When my son was born 14 years ago, I was a single mom who had great extended family support. Then, I learned that my son, Ethan, had a rare genetic disorder called Angelman Syndrome. Thanks to a local family physician, my family, and First Steps (a program that offers services to young people with developmental disabilities), we were able to get support for Ethan that I didn’t even know existed.
I was 20 at the time. I decided that I needed to go back to college and finish my degree in order to secure a great job that offered the benefits and resources I would need to provide for Ethan.
At the time, I was working in the order entry department at a local factory. The management accommodated my college schedule, knowing that I was going to school for an education degree. They allowed me work from home and work during summers, and supported my schedule. I will always be grateful to them.
Ethan and I were invited to be a “focus family” for the United Way Live United Campaign in 2009. Healthy Families, an organization funded through the United Way, played a part in Ethan’s diagnosis and support.
I worked hard to earn my bachelor’s degree, and afterward began teaching at Goshen Middle School. I was even lucky enough to teach my favorite grade – seventh – and my favorite subject, social studies.
Ethan was receiving help, I had reached my goal, and I finally felt accomplished. However, I wasn’t finished. With encouragement from family and colleagues, I continued with college while working full time, and eventually earned my master’s degree.

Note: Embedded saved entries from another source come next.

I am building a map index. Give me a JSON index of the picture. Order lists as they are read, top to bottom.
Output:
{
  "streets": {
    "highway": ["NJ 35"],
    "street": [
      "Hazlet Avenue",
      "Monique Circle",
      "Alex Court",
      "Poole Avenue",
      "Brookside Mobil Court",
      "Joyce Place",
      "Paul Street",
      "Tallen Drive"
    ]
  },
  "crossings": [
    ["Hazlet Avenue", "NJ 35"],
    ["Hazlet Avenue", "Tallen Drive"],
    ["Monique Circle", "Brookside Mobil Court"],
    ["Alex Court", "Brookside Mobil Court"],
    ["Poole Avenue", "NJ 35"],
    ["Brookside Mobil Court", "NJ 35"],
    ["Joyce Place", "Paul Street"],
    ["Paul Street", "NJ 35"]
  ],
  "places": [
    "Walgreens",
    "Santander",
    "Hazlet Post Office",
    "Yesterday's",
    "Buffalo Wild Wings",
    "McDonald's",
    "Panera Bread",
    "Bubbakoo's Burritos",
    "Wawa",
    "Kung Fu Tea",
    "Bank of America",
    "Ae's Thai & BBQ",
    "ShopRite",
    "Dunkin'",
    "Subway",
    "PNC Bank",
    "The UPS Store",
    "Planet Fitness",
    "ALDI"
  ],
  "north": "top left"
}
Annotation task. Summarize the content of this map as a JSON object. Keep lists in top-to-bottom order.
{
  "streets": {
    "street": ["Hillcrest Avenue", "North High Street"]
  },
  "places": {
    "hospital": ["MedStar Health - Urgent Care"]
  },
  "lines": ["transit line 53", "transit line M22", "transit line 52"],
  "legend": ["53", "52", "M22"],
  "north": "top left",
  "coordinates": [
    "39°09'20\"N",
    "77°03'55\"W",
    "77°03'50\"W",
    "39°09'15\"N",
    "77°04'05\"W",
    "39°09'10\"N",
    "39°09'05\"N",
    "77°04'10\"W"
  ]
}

This enabled me to apply for a Master Teacher position in Goshen Community Schools. Working with GCS students in all contents and at all levels was a fantastic challenge that I absolutely loved. But that wasn’t enough, and I have since earned my administration license. I am now Dean of Students (actually the seventh-grade assistant principal) of Goshen Middle School.
Ethan is now an eighth-grade student at the middle school and is working with his teachers to learn communication skills on his iPad.
Daily, I have interactions with students, teachers, and parents that remind me of the amazing community in which we live. People in Goshen care. They help others, and guide and mentor people. When Ethan and I go to the store, there is always someone there who knows him and says hello.
All in all, were it not for the amazing community we live in, my life and Ethan’s may not have ended up this way. I also want people to know that even when the circumstances are difficult, hard work and perseverance can go a long way.